* Task to complete
Please report, as a single number, how many lines in the entries include the string "center".

(Records drawn from a dataset)
↓
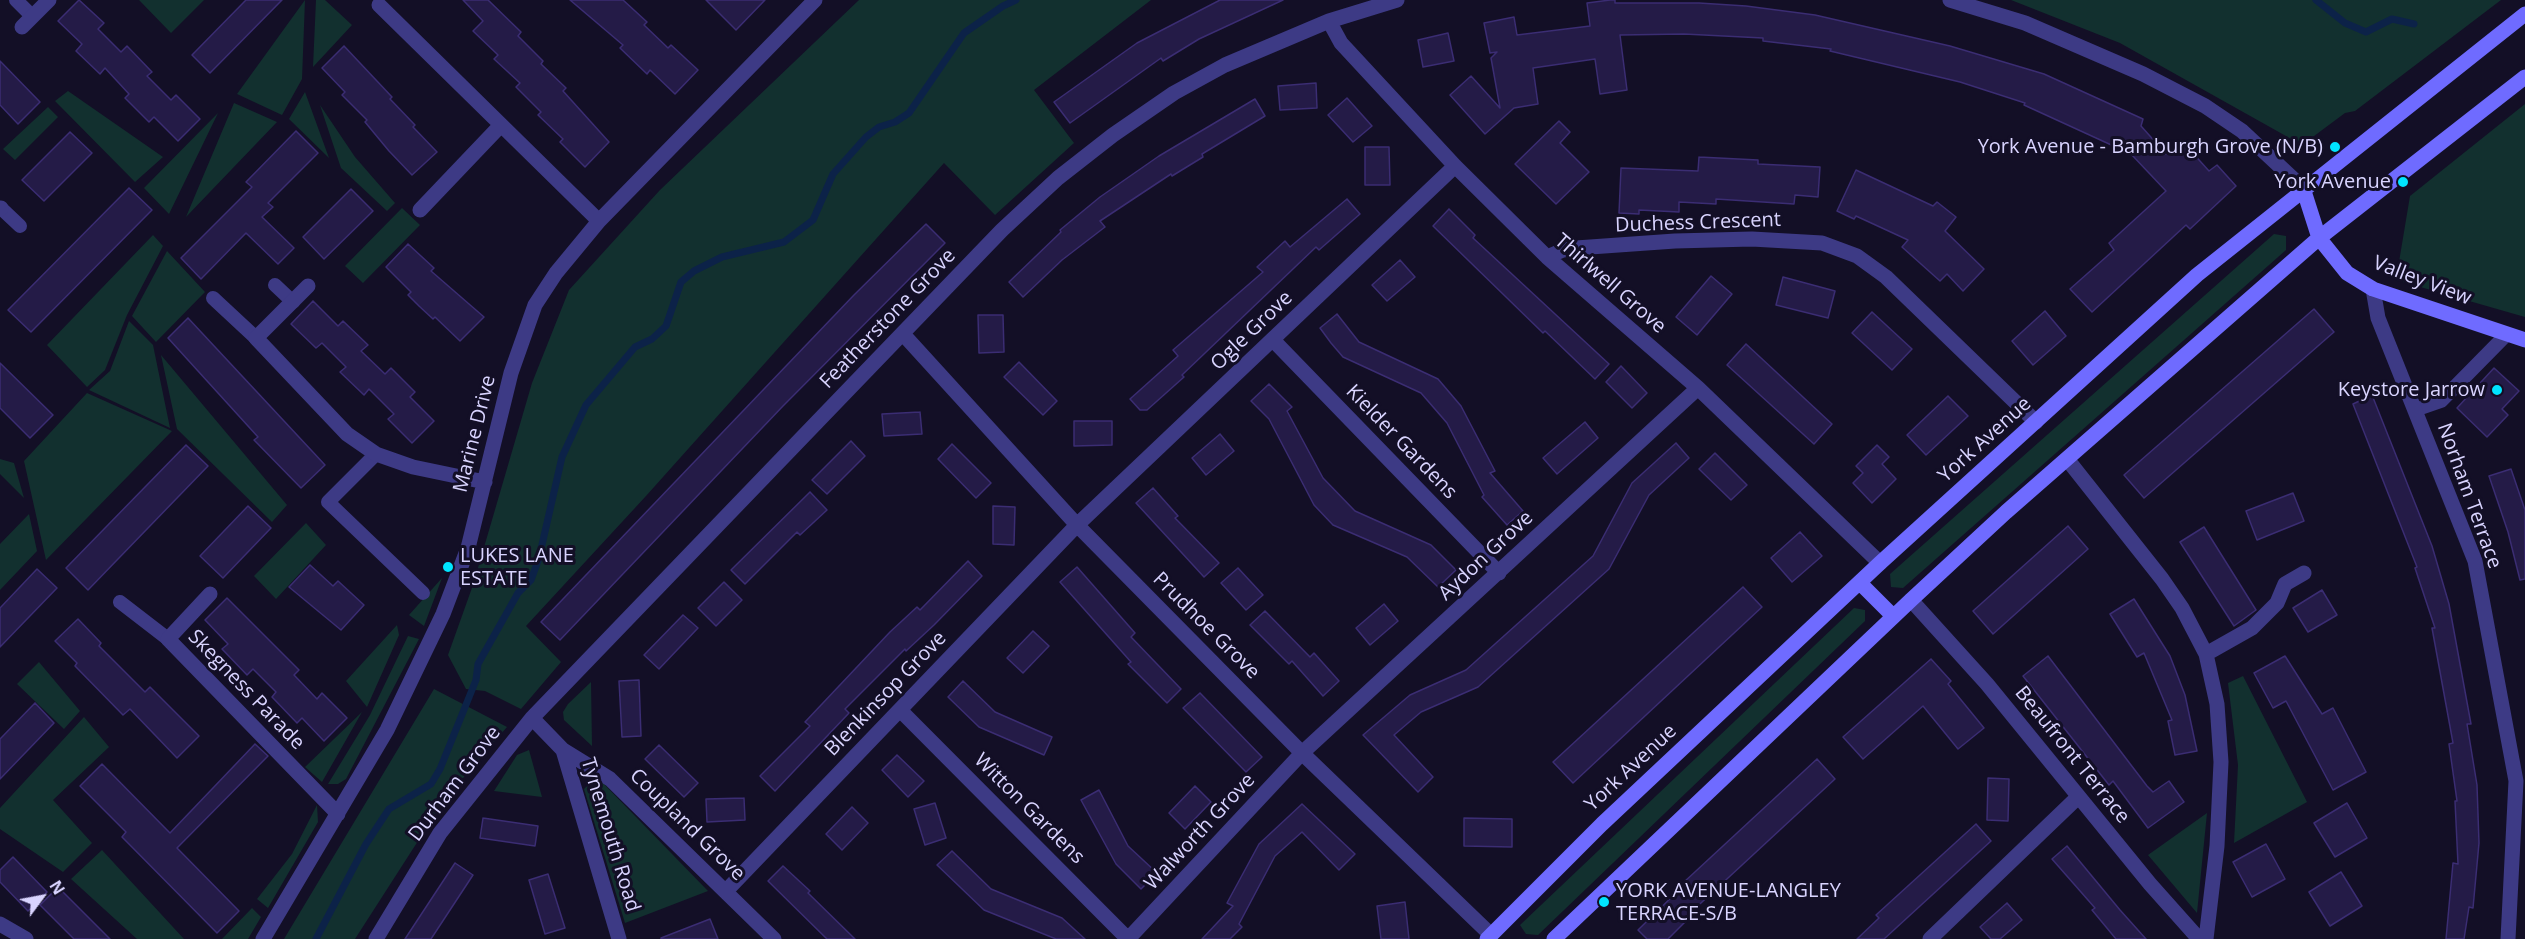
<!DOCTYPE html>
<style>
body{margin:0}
#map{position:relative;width:2525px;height:939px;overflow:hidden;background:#130f26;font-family:"Open Sans",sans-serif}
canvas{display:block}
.north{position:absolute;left:12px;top:867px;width:60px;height:60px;-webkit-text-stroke:4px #130f26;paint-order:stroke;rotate:58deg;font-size:16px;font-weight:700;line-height:24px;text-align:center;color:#d9d4ff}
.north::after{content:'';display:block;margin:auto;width:21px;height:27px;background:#d9d4ff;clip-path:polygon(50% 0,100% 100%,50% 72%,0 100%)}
</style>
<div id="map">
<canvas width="2525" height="939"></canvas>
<div class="north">N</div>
</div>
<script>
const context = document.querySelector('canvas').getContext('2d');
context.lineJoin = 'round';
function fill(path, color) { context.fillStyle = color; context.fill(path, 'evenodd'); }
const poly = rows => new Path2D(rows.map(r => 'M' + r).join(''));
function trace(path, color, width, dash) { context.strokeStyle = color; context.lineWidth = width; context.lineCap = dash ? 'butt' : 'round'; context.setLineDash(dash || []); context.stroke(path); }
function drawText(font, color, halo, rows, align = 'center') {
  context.font = font + ' "Open Sans",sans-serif'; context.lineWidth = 6; context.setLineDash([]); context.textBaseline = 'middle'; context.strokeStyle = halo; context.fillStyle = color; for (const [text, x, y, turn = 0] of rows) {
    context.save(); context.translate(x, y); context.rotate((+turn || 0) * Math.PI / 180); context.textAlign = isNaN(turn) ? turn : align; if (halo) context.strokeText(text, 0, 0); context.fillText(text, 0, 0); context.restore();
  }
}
fill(poly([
 [139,0,204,0,171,33],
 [305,0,302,79,282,115,237,94],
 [316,0,325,0,352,25,313,67],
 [859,0,1151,0,1034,90,1074,143,995,215,944,163,646,496,526,626,561,662,521,709,485,691,466,689,448,655,473,585,532,383,569,290,660,190],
 [2011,0,2501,0,2355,111,2345,113,2302,145,2120,43],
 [68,91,163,157,135,182,55,101],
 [305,92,329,158,289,119],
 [234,103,277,122,186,217],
 [2525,104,2525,317,2396,280,2410,196],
 [320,105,355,157,395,203,387,211,341,168],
 [48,107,58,117,15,160,3,149],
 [218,113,169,214,144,188],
 [402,208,420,225,363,283,345,266],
 [2274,234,2286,236,2286,250,1903,588,1891,587,1890,574],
 [153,235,163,246,127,315,105,370,87,387,47,345],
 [167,251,205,292,156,342,132,316],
 [129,321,153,345,170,428,89,390,110,371],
 [161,355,287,505,272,522,177,429],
 [87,393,172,431,46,560,24,461],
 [0,459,14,463,24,498,0,474],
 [29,514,37,551,0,590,0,544],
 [306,523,326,545,276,599,254,576],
 [442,578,424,626,409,615],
 [1854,608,1865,610,1865,621,1538,935,1526,934,1520,925],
 [397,625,399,635,367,707,346,681],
 [408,636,419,639,346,779,338,784,328,784,370,715],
 [39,662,80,711,64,729,17,684],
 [2243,676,2307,802,2234,843,2238,765,2228,683],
 [591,682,592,746,564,720,563,712,568,704],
 [434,689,507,727,445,799,355,939,284,939],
 [362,712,322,782,305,767],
 [84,717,109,747,53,800,92,843,63,872,0,829,0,808],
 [529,750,542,797,494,791,517,755],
 [594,779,603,783,708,891,625,923,584,789],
 [317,805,318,822,268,908,257,899,292,854],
 [2207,813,2197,913,2148,855],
 [102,850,184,939,137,939,71,879],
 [252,908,261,917,248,939,222,939]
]), '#12302f');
trace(poly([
 [2316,0,2345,23,2366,32,2392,19,2414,24],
 [316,939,366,844,389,809,431,784,440,769,476,680,478,664,518,593,531,580,539,558,562,457,586,405,635,347,652,339,666,326,681,282,694,271,722,257,784,242,813,220,833,174,866,137,879,127,895,122,909,113,964,33,1003,6,1016,0]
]), '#0c2248', 7);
const building = poly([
 [79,0,104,23,98,29,121,52,127,46,152,72,147,76,171,100,176,95,200,119,178,141,154,117,149,122,125,98,129,94,105,68,100,74,76,51,82,44,58,21,79,0],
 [246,0,282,0,210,73,192,55,246,0],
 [463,0,488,0,521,32,518,36,543,61,541,64,566,88,563,91,609,142,585,167,560,142,563,139,538,115,541,112,516,87,520,83,494,59,498,55,473,31,483,21,463,0],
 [570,0,623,0,647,22,644,25,668,48,671,45,698,70,675,94,650,70,647,74,620,48,623,45,570,0],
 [706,0,765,0,736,30,706,0],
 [1220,0,1283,0,1199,39,1163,61,1161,58,1070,123,1054,102,1137,43,1220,0],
 [1610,0,1615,0,1615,3,1699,3,1746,6,1815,15,1950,46,2044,74,2143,119,2141,126,2166,154,2181,140,2209,171,2217,165,2236,186,2190,229,2186,225,2092,312,2070,289,2114,250,2109,243,2166,191,2131,154,2024,105,2025,103,1960,82,1830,51,1831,49,1763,41,1763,38,1684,34,1620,35,1627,90,1600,94,1595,59,1533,68,1538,104,1514,108,1485,134,1450,95,1471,76,1500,108,1491,58,1497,52,1490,53,1484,23,1514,17,1517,35,1590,26,1587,3,1610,0],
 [1448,33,1454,61,1423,67,1418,40,1448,33],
 [344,46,392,97,390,99,415,125,413,127,437,152,412,175,389,151,365,122,367,120,342,95,345,92,322,68,344,46],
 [0,61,40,102,18,124,0,105,0,61],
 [1316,83,1317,108,1280,110,1278,86,1316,83],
 [1347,98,1372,126,1353,142,1328,115,1347,98],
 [1255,99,1265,116,1202,154,1203,157,1172,176,1171,174,1100,221,1105,227,1062,260,1023,297,1009,282,1061,232,1060,230,1100,197,1159,156,1255,99],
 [1559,121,1570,132,1560,143,1589,172,1556,204,1515,164,1559,121],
 [296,131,318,153,268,203,273,207,262,217,294,248,278,264,246,233,201,279,181,258,252,187,246,182,296,131],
 [70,132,92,153,44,201,22,180,70,132],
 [1365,147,1389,147,1390,185,1365,185,1365,147],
 [1699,157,1758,160,1758,164,1820,167,1818,197,1795,195,1794,204,1716,199,1716,204,1679,202,1679,212,1639,210,1639,214,1619,213,1621,168,1698,171,1699,157],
 [1856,170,1933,206,1937,202,1956,217,1945,231,1984,269,1963,291,1947,274,1940,281,1902,247,1908,240,1856,216,1854,219,1837,211,1856,170],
 [129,188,152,210,31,332,8,310,129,188],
 [351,189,373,211,324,259,303,237,351,189],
 [1347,199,1360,214,1319,250,1316,247,1182,375,1184,377,1147,410,1140,410,1130,399,1178,356,1173,350,1263,272,1257,267,1285,241,1290,247,1347,199],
 [1449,209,1475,235,1473,238,1609,364,1595,379,1545,331,1543,333,1433,226,1449,209],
 [926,224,945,243,783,406,560,640,541,622,854,295,926,224],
 [408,244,434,268,431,271,484,317,460,341,435,317,433,319,419,306,408,295,411,292,386,267,408,244],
 [1400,260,1415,277,1387,301,1372,285,1400,260],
 [1711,276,1732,294,1697,335,1676,317,1711,276],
 [1783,277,1835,291,1828,318,1776,305,1783,277],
 [313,301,338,326,343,321,368,345,361,351,385,374,391,368,415,392,410,397,434,421,412,443,388,419,394,414,369,389,364,395,340,372,346,367,322,343,316,348,291,324,313,301],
 [2314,309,2334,332,2144,498,2124,475,2314,309],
 [2045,311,2066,336,2033,365,2012,341,2045,311],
 [1872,312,1912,349,1892,370,1852,333,1872,312],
 [1337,314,1359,342,1438,379,1461,406,1495,471,1490,473,1523,511,1507,525,1482,497,1484,495,1447,423,1421,393,1343,357,1331,343,1320,328,1337,314],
 [978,315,1003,315,1004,352,979,353,978,315],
 [188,318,325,465,301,488,254,440,258,437,168,338,188,318],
 [1746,344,1832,424,1814,444,1727,365,1746,344],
 [1019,362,1057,401,1043,415,1004,377,1019,362],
 [0,363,53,415,30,438,0,408,0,363],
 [1621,366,1647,393,1632,408,1606,382,1621,366],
 [2494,368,2519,391,2502,409,2508,415,2487,437,2457,408,2494,368],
 [1269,384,1292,407,1287,411,1323,478,1355,511,1431,545,1456,570,1438,587,1407,557,1333,525,1314,505,1269,419,1251,401,1269,384],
 [2372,395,2432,546,2449,604,2471,724,2467,724,2477,785,2479,843,2473,908,2469,907,2464,939,2446,939,2453,863,2458,864,2455,801,2457,801,2449,744,2453,743,2432,628,2435,628,2415,568,2417,567,2353,404,2372,395],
 [1948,396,1968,416,1926,455,1907,435,1948,396],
 [920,412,922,434,884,436,882,414,920,412],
 [1074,421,1112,421,1112,445,1074,446,1074,421],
 [1585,422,1598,438,1557,474,1543,458,1585,422],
 [1220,434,1234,451,1206,475,1192,458,1220,434],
 [851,441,865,456,827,494,812,480,851,441],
 [1676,443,1689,458,1649,495,1609,569,1478,687,1421,712,1394,735,1433,777,1418,792,1363,735,1410,695,1466,670,1593,556,1632,483,1676,443],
 [952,444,991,483,976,498,938,459,952,444],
 [186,445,208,466,88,590,66,568,186,445],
 [1877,445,1889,457,1882,464,1896,479,1872,503,1853,483,1863,473,1856,466,1877,445],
 [1715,453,1747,485,1731,500,1699,469,1715,453],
 [2511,469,2525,510,2525,579,2520,580,2508,532,2489,476,2511,469],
 [1153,488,1178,516,1175,518,1219,563,1204,577,1136,503,1153,488],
 [810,492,827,510,800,535,797,532,745,584,731,570,810,492],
 [2293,493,2304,521,2257,540,2246,511,2293,493],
 [248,506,271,528,223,578,200,556,248,506],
 [993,506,1015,507,1014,545,993,544,993,506],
 [2068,526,2088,549,1993,634,1973,611,2068,526],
 [2204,527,2256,610,2234,626,2180,542,2204,527],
 [1800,532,1822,556,1792,582,1771,558,1800,532],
 [968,561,982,576,934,625,906,651,905,649,845,709,849,713,775,791,760,776,810,726,805,722,890,632,917,607,920,610,968,561],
 [310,565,333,586,338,581,364,605,341,630,289,587,310,565],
 [1077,567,1135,633,1131,637,1181,689,1167,703,1128,664,1131,662,1060,582,1077,567],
 [1238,568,1263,595,1246,610,1221,583,1238,568],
 [37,569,57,588,0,647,0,608,37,569],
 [724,582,742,600,716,626,698,608,724,582],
 [1743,587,1762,607,1573,783,1553,762,1743,587],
 [2322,590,2337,615,2308,632,2293,608,2322,590],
 [227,598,299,670,294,675,317,699,322,693,347,718,324,741,302,718,297,723,272,697,276,692,253,669,247,675,222,649,228,644,205,620,227,598],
 [2134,599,2170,656,2185,695,2197,751,2175,755,2168,721,2172,720,2144,653,2137,657,2110,614,2134,599],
 [1384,604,1398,621,1370,645,1356,628,1384,604],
 [1265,611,1310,657,1314,653,1339,681,1323,696,1292,661,1289,664,1250,625,1265,611],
 [683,615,698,628,659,669,644,655,683,615],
 [78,619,101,643,99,646,145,692,150,687,199,736,177,758,130,709,123,715,75,666,77,663,55,641,78,619],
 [1033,631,1049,646,1023,673,1007,658,1033,631],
 [2048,656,2147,786,2153,792,2169,781,2184,802,2148,828,2113,781,2109,785,2023,676,2048,656],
 [2285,656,2322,714,2333,708,2366,772,2333,790,2286,701,2273,708,2254,673,2285,656],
 [1931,659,1951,681,1948,684,1984,728,1958,749,1923,706,1863,759,1843,737,1931,659],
 [639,680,641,736,622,737,619,681,639,680],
 [963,681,995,712,1052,737,1044,755,979,727,948,697,963,681],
 [1200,693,1262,757,1246,772,1183,708,1200,693],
 [35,703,54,723,0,779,0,739,35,703],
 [255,744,268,756,177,848,239,911,217,933,122,837,126,832,80,786,102,764,170,833,255,744],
 [659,745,698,783,684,797,645,759,659,745],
 [897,755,924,781,908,797,882,770,897,755],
 [1817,759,1835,779,1688,915,1690,917,1668,939,1647,939,1638,930,1684,885,1683,883,1817,759],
 [1988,778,2009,779,2008,821,1987,820,1988,778],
 [1195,786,1211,802,1185,829,1169,813,1195,786],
 [1099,790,1128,846,1157,873,1141,889,1116,864,1081,800,1099,790],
 [744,798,745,820,707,822,706,799,744,798],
 [935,803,946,838,925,845,914,809,935,803],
 [2347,803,2367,838,2335,857,2314,823,2347,803],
 [1302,804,1355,854,1339,870,1302,832,1275,856,1239,924,1242,927,1230,939,1202,939,1233,906,1227,903,1259,844,1302,804],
 [852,807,868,823,842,850,826,834,852,807],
 [483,818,538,826,535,846,480,838,483,818],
 [1464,818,1512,819,1512,847,1464,846,1464,818],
 [1976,824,1991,841,1884,939,1857,939,1879,918,1876,915,1976,824],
 [2266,844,2285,879,2252,897,2233,862,2266,844],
 [2067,846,2120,910,2146,939,2116,939,2092,910,2095,908,2052,859,2067,846],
 [952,851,991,889,1062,918,1085,939,1056,939,984,910,937,865,952,851],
 [13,857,47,892,28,911,0,882,0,870,13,857],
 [455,863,473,875,431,939,405,939,455,863],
 [783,866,810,891,808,893,855,939,827,939,768,881,783,866],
 [2341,872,2362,906,2330,926,2309,892,2341,872],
 [548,874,565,928,545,934,529,880,548,874],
 [58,887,110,939,74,939,40,905,58,887],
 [1405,902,1409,939,1381,939,1377,906,1405,902],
 [2007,903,2022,920,2000,939,1991,939,1980,927,2007,903],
 [710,919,718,939,661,939,661,938,710,919]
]);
fill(building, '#241b47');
trace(building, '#3b2d73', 1.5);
trace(poly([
 [16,0,32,16],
 [1,208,20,226],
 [275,285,293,302],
 [213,298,256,338],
 [2415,410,2441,401,2507,334],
 [376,454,328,502,423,593],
 [120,602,168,639]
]), '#3d3a85', 14);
trace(poly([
 [1950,0,2025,23,2143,74,2205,106,2242,131,2303,188],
 [379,5,599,221],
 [1329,21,1341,43,1455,166,1547,257,1698,388,1880,563],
 [22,27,49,0],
 [0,209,1,208],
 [420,210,501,125],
 [1547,257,1563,250,1576,248,1675,241,1752,239,1822,243,1857,256,1886,277,2036,422],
 [308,286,256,338,347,434,376,454,413,467,485,482],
 [2373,289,2378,318,2475,561,2516,781,2508,939],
 [903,334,1077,525,1302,753,1491,935],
 [1273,340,1499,573],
 [2067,459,2162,579,2182,608,2206,654,2217,704,2221,762,2217,846,2206,939],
 [210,594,168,639,338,814],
 [1911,600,1987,684,2150,884,2199,939],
 [2206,654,2252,628,2277,603,2285,584,2304,573],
 [900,710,1128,939],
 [532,718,563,750,619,939],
 [563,750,610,779,774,939],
 [726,891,1077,525,1455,166],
 [0,924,26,939],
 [263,939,387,730,443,614,468,548,511,373,535,305,556,273,599,221,815,0],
 [376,939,440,833,532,718,1002,230,1058,178,1113,135,1174,93,1225,65,1329,21,1397,0],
 [1128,939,1302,753,1698,388],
 [1930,939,2078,797]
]), '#3d3a85', 15);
trace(poly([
 [2303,188,2319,238,2347,273,2373,289,2525,340],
 [1860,583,1893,616],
 [1487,939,1602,824,1880,563,2197,275,2525,14],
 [1554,939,1911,600,2006,512,2319,238,2525,77]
]), '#6f6bff', 15);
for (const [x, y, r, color] of [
 [2335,147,6,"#00e5ff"],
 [2403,182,6,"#00e5ff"],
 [2497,390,6,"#00e5ff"],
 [448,567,6,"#00e5ff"],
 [1604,902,6,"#00e5ff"]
]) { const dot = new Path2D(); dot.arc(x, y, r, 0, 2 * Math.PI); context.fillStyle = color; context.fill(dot); trace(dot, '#130f26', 2); }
drawText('20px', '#d9d4ff', '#130f26', [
 ["York Avenue - Bamburgh Grove (N/B)",2323,147],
 ["York Avenue",2391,182],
 ["Keystore Jarrow",2485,390],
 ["LUKES LANE",460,556,"left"],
 ["ESTATE",460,579,"left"],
 ["YORK AVENUE-LANGLEY",1616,891,"left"],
 ["TERRACE-S/B",1616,914,"left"]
], 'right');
drawText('20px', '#d9d4ff', '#130f26', [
 ["Duchess Crescent",1698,223,-2],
 ["Valley View",2422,281,21],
 ["Thirlwell Grove",1610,284,41],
 ["Featherstone Grove",888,319,-46],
 ["Ogle Grove",1252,331,-44],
 ["Marine Drive",475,434,-76],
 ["York Avenue",1985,440,-42],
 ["Kielder Gardens",1401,442,46],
 ["Norham Terrace",2469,496,70],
 ["Aydon Grove",1486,556,-43],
 ["Prudhoe Grove",1206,626,45],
 ["Skegness Parade",246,690,46],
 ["Blenkinsop Grove",886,694,-46],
 ["Beaufront Terrace",2072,755,51],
 ["York Avenue",1631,768,-43],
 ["Durham Grove",455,784,-53],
 ["Witton Gardens",1029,809,45],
 ["Coupland Grove",687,825,44],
 ["Walworth Grove",1200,832,-47],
 ["Tynemouth Road",610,835,73]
]);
</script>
↑
* Output of the exercise
2